В романе «Отцы и дети» примером поразительной цивилизационной незрелости выступает Базаров. Он противопоставляет реальности, им отторгаемой, старые мифы: «Нравственные болезни происходят… от безобразного состояния общества… Исправьте общество, и болезней не будет». И создает мифы новые. Например, считает, что с помощью резанья лягушек, медицинской практики, социал-дарвинистских теорий он может и объяснить мир, и устроить достойную человека жизнь. С юношеским задором он заявляет, что Пушкин — «ерунда», а «Рафаэль гроша медного не стоит». Он — тоже протестующий тип, искренне борющийся против засилья в обществе исторически сложившихся стереотипов культуры («я ничьих мнений не разделяю, я имею свои»; «что касается времени — отчего я от него зависеть буду? Пускай, лучше оно зависит от меня»). Он собирается «ломать» жизнь, хотя кого ломать и зачем, опять-таки не знает.

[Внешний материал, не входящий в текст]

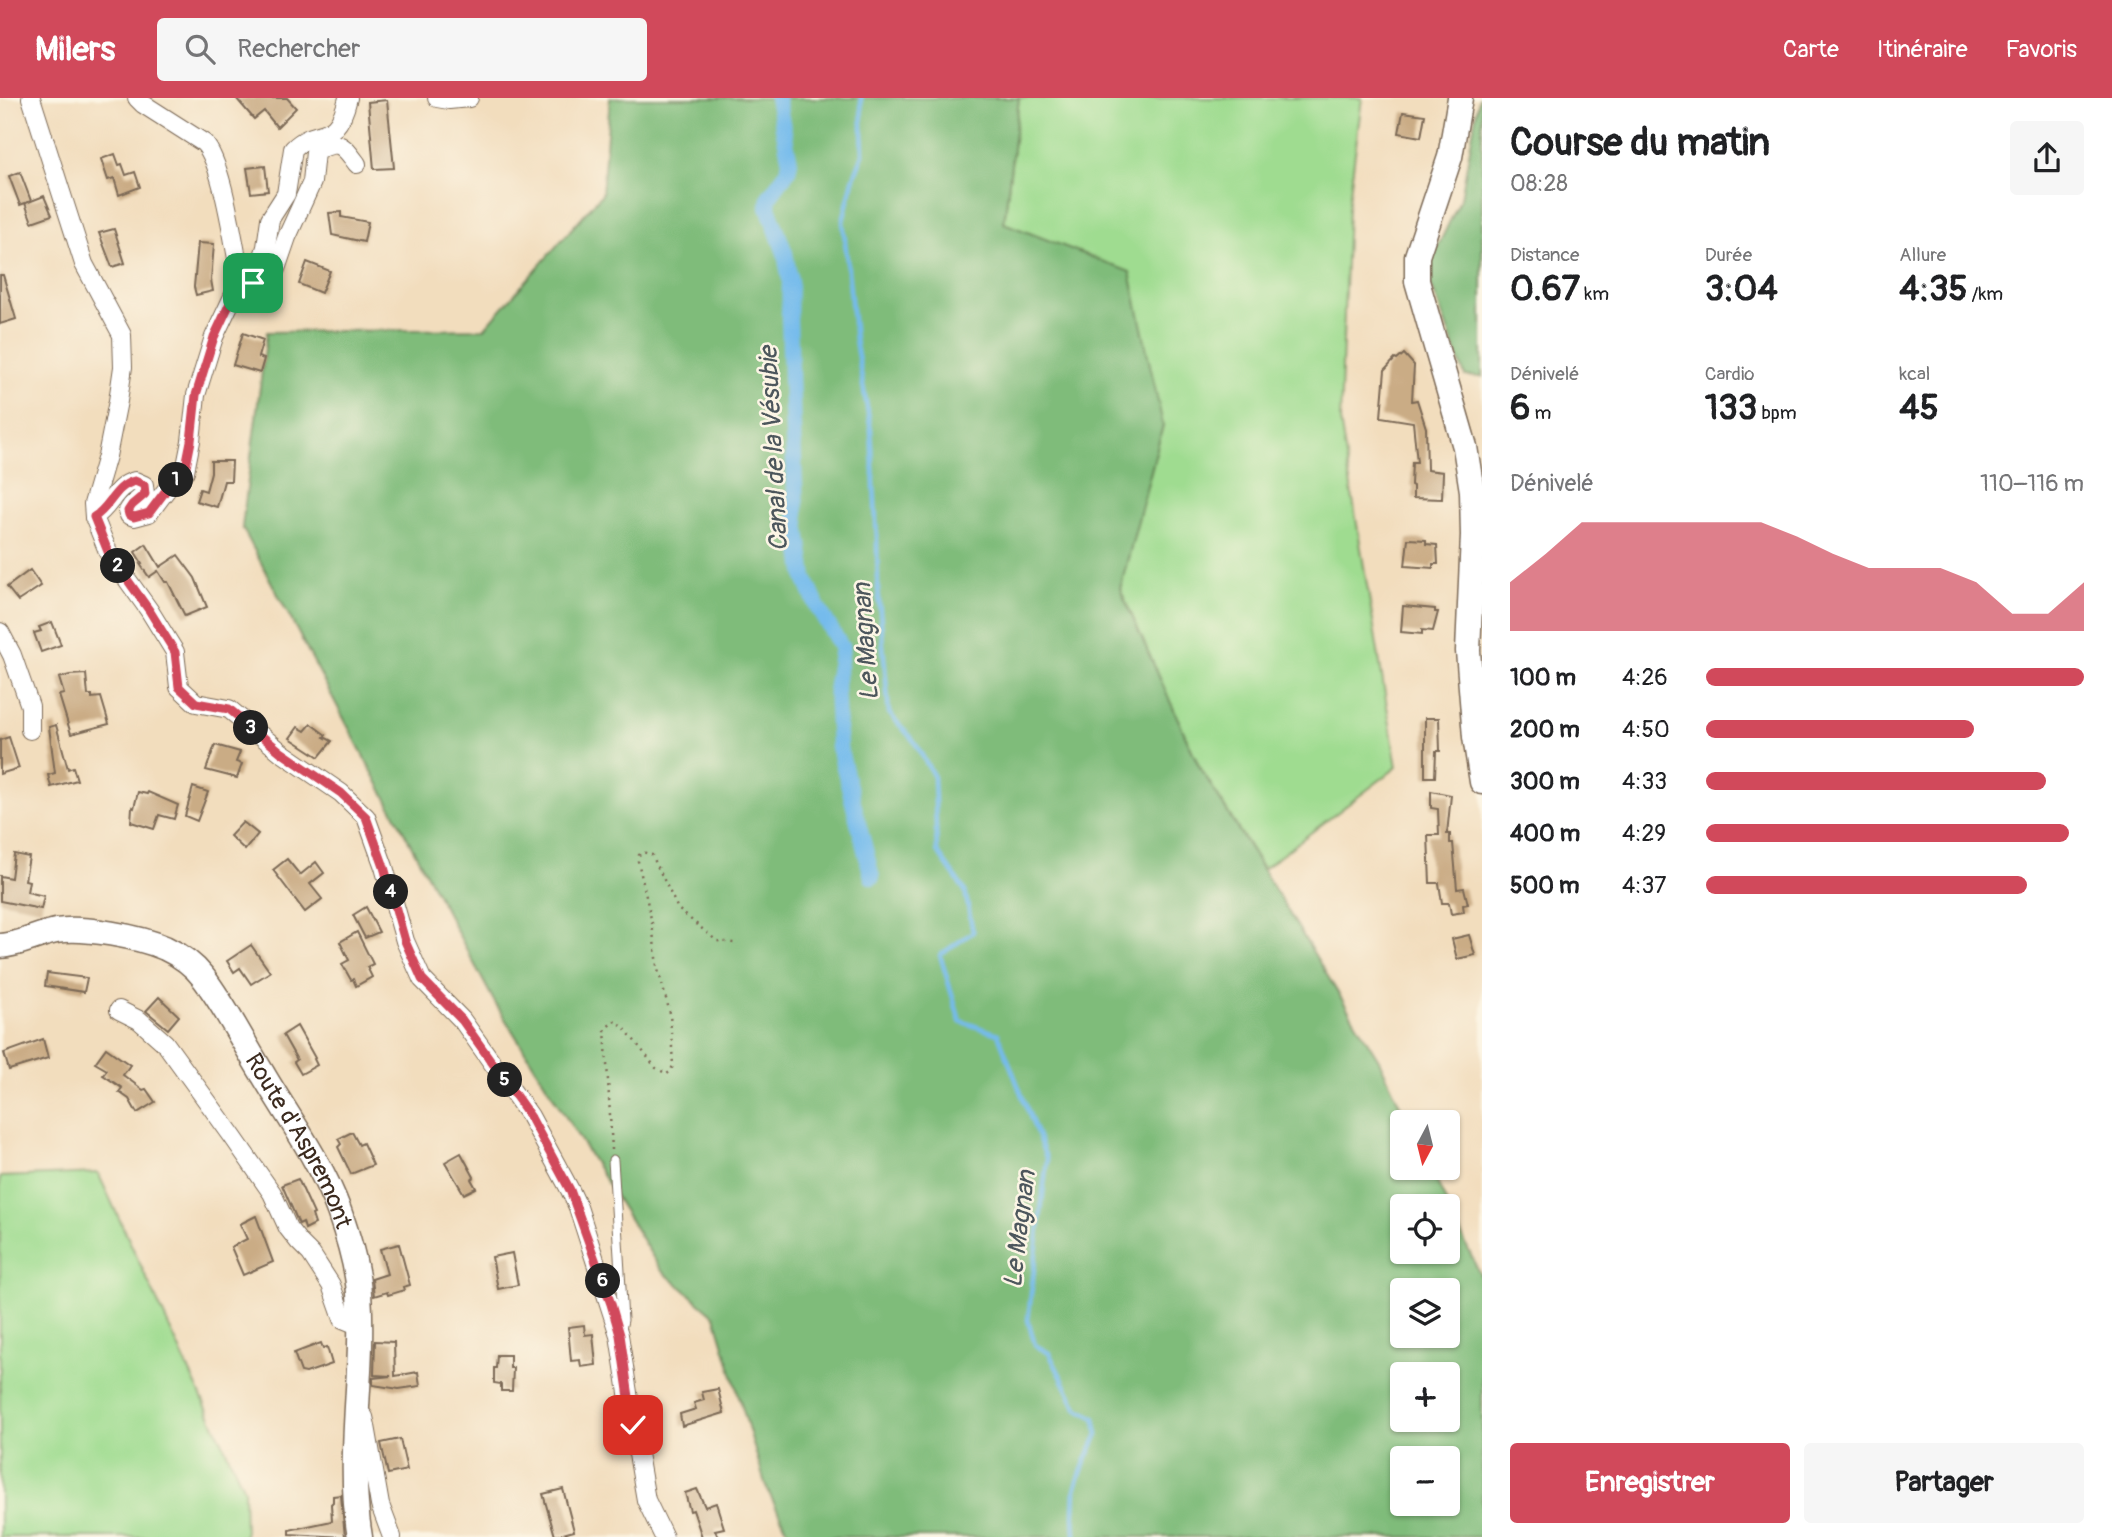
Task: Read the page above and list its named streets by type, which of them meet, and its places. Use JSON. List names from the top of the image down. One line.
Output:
{"streets":{"street":["Route d'Aspremont"]},"water":["Canal de la Vésubie","Le Magnan"],"north":"bottom","page":{"header":"Milers","search":"Rechercher","nav":["Carte","Itinéraire","Favoris"],"heading":["Course du matin","08:28"],"stats":[["Distance","0.67 km"],["Durée","3:04"],["Allure","4:35 /km"],["Dénivelé","6 m"],["Cardio","133 bpm"],["kcal","45"]],"chart":["Dénivelé","110–116 m"],"pins":["1","2","3","4","5","6"],"list":[{"name":"100 m","note":"4:26"},{"name":"200 m","note":"4:50"},{"name":"300 m","note":"4:33"},{"name":"400 m","note":"4:29"},{"name":"500 m","note":"4:37"}],"map_buttons":["+","−"],"buttons":["Enregistrer","Partager"]}}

Данила Багров, герои «Бригады» и «Кислорода», футбольные фанаты и красивый мальчик с Манежной несут в себе многие черты героев литературной классики. Да, они, в отличие от своих предшественников, не являются носителями дворянской или разночинской образованности. Это массовые народные типажи, что позволяет говорить об их новизне. Но природа их протеста — та же, что у героев классики. В них тоже говорит их ущемленное достоинство, они тоже пытаются быть личностями и тоже в основном неудачно. Их всех объединяет экзистенциальное отторжение родовой русской культуры и ее диктата. И их объединяет неспособность сформулировать личностную альтернативу этому диктату.

Данила в поиске некой народной Правды бежит из города куда-то в деревню. Герои «Бригады» в борьбе против мира, который лежит во зле, удивительно эсхатологичны и, верные Правде братства, убивают других и сами погибают почти все. Персонажи «Кислорода» хотят быть независимыми личностями, но в борьбе против ветхозаветной морали следуют законам тайги. Они — современные воплощения человека «ни то ни се», «уродов», юных дымопроизводителей, «вывихнутых», «недоделанных», «бесов»… И тем не менее я говорю этим юношам и девушкам: «Здравствуй, племя молодое, незнакомое!» Почему?

Я исхожу из того, что на наших глазах происходит подведение итогов некого периода в истории России, в массовом сознании которой господствовала и еще продолжает господствовать исторически сложившаяся русская культура. Это подведение итогов осуществляется с позиции ценности личности, которую я понимаю как способность к выходу за рамки традиции и поиск адекватной меры выхода. Происходит массовое отрицание всего уходящего периода, его идеологий и институтов, формируется личностная альтернатива им.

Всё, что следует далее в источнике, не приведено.